22Les postures respectives du réceptionneur et du Passeur au moment de rattraper la balle peuvent également être prises en compte. Les progrès dans l’échange vont du lancer simple à l’arrêt, action ponctuelle exclusive de toute autre, à un lancer long et tendu, cette action étant intégrée dans une circulation tactique en mouvement coordonnant plusieurs actions de jeu simultanées.
1. 5. L’échange de statut Passeur / réceptionneur (P -- R)
23Si l’on approfondit l’échange de statut Passeur / réceptionneur (P -- R), différents statuts de joueurs peuvent être regroupés en quelques catégories : P = possesseur du ballon ; R = joueuse non-possesseur du ballon impliquée dans la possession proche du ballon ; N.R. = joueur non-possesseur du ballon et non impliqué dans la possession proche du ballon. Pour l’équipe adverse, il existe d’autres rôles I = intercepteur ; N I = défenseur non-intercepteur. On peut définir l’échange de statut Passeur (P) – réceptionneur (R) lorsque le joueur en possession du ballon (P) lance celui-ci à un partenaire (R), les deux joueurs concernés échangent leur situation respective passeur et réceptionneur : P devient R (ou Nr) ; R devient P. Lorsqu’un porteur du ballon lance celui-ci à un non-porteur de ballon, dans une situation où l’échange s’opère strictement à deux c’est-à-dire hors du contexte de l’équipe des partenaires et de celle des adversaires, il pourrait être symbolisé par un L (lanceur) et le non-porteur de ballon par un A (attrapeur) soulignant par là que l’échange ne comporte qu’un lancer et un attraper. Le porteur de ballon est un joueur et le non-porteur de ballon également lorsque l’échange s’opère dans un contexte de jeu. Le lancer devient une passe et l’attraper devient une réception d’où la symbolisation P – R. L’intérêt de cette distinction réside dans le fait qu’elle permet de souligner que le stéréotype d’échange P -- R au niveau « débutant » présente les caractéristiques de l’échange L -- A. Le système de repères proposé : axe P – R par rapport à l’axe de déplacement ; orientations de P et de R sur cet axe ; distance P -- R et forme de la trajectoire du ballon. Les critères reposent sur les postures respectives P et R au moment du lancer et les postures respectives R et P au moment de rattraper. Le continuum de l’échange va du pôle L-- A (action ponctuelle exclusive de toute autre) au pôle P-- R (action intégrée dans une circulation tactique complexe coordonnant plusieurs actions de jeu simultanées).
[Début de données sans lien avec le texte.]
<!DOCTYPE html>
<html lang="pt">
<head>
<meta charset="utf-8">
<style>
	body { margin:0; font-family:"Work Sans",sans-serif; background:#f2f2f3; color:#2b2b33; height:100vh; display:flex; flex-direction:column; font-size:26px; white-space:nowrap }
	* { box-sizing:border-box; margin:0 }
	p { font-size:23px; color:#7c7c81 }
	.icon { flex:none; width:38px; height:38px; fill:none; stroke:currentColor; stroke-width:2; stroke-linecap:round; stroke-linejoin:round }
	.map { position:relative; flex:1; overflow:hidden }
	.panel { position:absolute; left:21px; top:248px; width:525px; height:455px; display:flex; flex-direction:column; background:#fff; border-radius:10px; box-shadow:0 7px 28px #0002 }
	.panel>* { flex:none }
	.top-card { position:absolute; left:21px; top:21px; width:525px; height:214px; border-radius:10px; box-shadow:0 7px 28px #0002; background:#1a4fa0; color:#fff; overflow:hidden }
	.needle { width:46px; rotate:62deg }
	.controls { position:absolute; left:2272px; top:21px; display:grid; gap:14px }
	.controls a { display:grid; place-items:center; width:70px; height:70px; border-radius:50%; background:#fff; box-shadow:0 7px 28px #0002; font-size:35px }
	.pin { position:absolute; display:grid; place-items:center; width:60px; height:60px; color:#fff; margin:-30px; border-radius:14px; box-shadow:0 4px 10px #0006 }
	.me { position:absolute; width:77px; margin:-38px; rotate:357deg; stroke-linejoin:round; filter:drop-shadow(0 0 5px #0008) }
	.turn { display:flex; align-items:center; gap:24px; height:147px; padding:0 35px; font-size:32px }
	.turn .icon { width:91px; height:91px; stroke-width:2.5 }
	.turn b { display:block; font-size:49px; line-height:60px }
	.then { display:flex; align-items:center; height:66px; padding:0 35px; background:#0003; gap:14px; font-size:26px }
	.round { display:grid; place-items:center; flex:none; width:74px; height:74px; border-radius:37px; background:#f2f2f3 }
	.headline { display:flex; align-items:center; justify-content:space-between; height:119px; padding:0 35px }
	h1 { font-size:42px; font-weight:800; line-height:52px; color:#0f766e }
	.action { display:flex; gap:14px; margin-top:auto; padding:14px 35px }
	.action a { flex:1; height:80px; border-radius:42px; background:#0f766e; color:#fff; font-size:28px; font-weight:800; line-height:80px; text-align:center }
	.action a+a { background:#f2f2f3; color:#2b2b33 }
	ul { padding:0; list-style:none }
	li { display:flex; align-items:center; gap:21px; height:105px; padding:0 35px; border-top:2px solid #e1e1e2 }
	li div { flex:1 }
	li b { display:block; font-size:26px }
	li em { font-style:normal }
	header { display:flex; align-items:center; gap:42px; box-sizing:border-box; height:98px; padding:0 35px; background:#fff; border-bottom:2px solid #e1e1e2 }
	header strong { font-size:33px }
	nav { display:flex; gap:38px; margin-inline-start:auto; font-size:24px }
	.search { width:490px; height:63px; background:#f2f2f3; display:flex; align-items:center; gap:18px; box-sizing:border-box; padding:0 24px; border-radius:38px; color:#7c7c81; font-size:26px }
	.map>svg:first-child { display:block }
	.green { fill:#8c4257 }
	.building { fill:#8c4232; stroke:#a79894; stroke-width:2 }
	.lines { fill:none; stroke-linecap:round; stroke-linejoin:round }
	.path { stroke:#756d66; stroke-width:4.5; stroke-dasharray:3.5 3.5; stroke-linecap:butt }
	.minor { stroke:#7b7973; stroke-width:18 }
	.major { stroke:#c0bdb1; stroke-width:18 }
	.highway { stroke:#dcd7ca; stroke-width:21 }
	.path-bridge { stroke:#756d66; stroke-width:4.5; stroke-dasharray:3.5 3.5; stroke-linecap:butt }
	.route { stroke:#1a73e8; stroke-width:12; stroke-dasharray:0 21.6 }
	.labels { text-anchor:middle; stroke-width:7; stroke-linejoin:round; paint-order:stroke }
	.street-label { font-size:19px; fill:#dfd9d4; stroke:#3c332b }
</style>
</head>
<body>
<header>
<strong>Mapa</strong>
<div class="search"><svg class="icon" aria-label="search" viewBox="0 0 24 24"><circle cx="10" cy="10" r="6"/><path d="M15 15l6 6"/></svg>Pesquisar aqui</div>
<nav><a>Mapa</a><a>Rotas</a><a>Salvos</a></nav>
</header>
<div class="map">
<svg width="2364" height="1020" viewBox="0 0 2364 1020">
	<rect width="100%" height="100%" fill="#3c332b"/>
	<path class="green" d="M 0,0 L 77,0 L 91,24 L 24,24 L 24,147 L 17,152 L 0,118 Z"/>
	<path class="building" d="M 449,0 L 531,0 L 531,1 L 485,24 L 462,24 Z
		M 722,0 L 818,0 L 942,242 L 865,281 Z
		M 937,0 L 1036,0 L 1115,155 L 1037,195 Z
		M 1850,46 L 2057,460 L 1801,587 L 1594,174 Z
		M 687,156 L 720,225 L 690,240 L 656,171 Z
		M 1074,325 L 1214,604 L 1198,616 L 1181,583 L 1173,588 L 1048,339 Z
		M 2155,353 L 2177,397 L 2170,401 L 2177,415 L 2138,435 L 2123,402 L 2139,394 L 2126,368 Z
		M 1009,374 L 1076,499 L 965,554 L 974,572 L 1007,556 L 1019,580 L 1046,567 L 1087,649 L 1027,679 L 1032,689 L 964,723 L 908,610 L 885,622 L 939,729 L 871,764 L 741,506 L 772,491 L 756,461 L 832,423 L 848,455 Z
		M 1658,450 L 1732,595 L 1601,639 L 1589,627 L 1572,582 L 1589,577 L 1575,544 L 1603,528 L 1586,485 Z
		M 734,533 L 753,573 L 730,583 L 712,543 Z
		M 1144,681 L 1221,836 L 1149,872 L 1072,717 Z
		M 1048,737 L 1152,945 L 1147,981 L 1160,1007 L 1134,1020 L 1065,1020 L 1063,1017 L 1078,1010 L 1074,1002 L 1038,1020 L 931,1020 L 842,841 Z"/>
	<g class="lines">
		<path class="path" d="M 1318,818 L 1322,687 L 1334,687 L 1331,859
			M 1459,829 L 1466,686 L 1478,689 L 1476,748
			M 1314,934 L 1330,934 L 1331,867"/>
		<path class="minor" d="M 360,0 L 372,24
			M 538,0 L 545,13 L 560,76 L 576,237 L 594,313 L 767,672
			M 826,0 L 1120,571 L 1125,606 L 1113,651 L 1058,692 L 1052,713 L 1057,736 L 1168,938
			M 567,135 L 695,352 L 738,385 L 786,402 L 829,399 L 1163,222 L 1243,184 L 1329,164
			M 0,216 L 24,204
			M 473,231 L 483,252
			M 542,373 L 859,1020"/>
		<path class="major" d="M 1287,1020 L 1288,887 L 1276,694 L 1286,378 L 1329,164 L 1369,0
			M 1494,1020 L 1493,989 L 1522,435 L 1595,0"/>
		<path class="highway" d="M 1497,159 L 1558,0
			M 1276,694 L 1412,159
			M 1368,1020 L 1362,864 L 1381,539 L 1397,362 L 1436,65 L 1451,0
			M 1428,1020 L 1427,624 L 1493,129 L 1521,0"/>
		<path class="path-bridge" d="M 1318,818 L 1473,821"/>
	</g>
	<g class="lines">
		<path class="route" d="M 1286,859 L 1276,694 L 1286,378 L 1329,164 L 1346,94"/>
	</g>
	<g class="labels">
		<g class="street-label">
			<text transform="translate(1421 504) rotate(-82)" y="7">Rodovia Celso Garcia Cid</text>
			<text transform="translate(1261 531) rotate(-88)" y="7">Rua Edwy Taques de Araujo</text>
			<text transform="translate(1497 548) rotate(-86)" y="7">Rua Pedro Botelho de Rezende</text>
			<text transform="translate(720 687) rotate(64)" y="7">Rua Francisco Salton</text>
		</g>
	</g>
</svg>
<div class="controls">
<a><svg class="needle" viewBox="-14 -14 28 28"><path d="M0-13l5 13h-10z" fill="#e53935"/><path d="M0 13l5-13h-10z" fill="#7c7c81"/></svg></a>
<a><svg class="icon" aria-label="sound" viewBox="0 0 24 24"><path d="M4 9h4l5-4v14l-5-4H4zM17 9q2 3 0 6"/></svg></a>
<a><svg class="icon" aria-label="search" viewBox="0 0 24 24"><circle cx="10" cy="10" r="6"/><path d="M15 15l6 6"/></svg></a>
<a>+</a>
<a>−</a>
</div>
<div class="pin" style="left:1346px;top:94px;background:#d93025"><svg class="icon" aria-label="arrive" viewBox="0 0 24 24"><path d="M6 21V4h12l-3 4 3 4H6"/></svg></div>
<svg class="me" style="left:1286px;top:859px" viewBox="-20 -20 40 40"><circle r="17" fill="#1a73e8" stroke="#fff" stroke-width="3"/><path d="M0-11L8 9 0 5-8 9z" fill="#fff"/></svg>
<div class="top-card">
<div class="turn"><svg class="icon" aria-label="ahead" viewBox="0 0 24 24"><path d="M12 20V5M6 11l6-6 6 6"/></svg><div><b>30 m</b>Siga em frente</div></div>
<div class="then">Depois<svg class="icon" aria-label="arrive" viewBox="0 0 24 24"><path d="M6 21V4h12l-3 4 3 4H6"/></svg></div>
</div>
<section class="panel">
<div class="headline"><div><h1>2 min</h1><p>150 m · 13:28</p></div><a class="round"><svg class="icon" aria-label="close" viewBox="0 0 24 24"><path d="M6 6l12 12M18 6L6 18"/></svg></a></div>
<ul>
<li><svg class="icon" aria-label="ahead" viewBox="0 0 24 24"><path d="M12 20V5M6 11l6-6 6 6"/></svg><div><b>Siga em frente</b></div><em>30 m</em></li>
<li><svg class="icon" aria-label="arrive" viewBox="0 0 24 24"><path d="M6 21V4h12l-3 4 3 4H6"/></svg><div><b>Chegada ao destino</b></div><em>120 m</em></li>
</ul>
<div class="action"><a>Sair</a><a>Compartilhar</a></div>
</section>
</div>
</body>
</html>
24Les modalités de l’échange de balle représentent des éléments qui sont à observer attentivement car elles renseignent objectivement sur le niveau du jeu dans un rapport de forces donné. Dans les exemples qui suivent nous allons du plus facile, en face à face à l’arrêt, au plus difficile quand un joueur se déplace rapidement et reçoit une balle suite à une trajectoire orthogonale par rapport à son déplacement.
25Attitude classique (Figure 12) chez les débutants, le lanceur et l’attrapeur sont immobiles en face à face et rapprochés (3 à 4 mètres). Cela donne lieu parfois à des déplacements en pas chassés latéraux avec toujours un angle très ouvert entre l’axe d’échange et l’axe de déplacement. La première différenciation (Figure 13) vient d’un début de mobilité du réceptionneur avec une balle lancée en avant de celui-ci. La distance entre les joueurs est faible avec un alignement dans la profondeur. Ce type d’échange de balle peut faire dire que les débutants jouent en jeu direct ou jouent dans l’axe quand le couloir de jeu direct est confondu avec l’axe but attaqué / but défendu.
26La figure 14 montre un porteur de balle qui est à l’arrêt ou en mouvement modéré et un receveur en mouvement dans la profondeur du terrain partageant ainsi la même orientation. La distance entre les joueurs est plus grande avec un angle légèrement ouvert. Le ballon est donné un peu en avant dans la course du joueur.
27La figure 15 illustre le fait de lancer le ballon dans un espace vide en avant du réceptionneur où celui-ci sera dans un instant. Ici, l’angle est très ouvert entre l’axe d’échange et l’axe de déplacement. La difficulté de ce type d’échange provient du timing très précis. En effet, la réception en course suppose de la part du passeur une lecture de la direction et de la vitesse de course du réceptionneur. Celui-ci propose par un déplacement orienté un espace disponible où il peut recevoir le ballon. On voit bien que la construction du lancer et de ses règles n’est pas une chose anodine mais un élément qui permet de déplacer le jeu en aidant à construire la profondeur.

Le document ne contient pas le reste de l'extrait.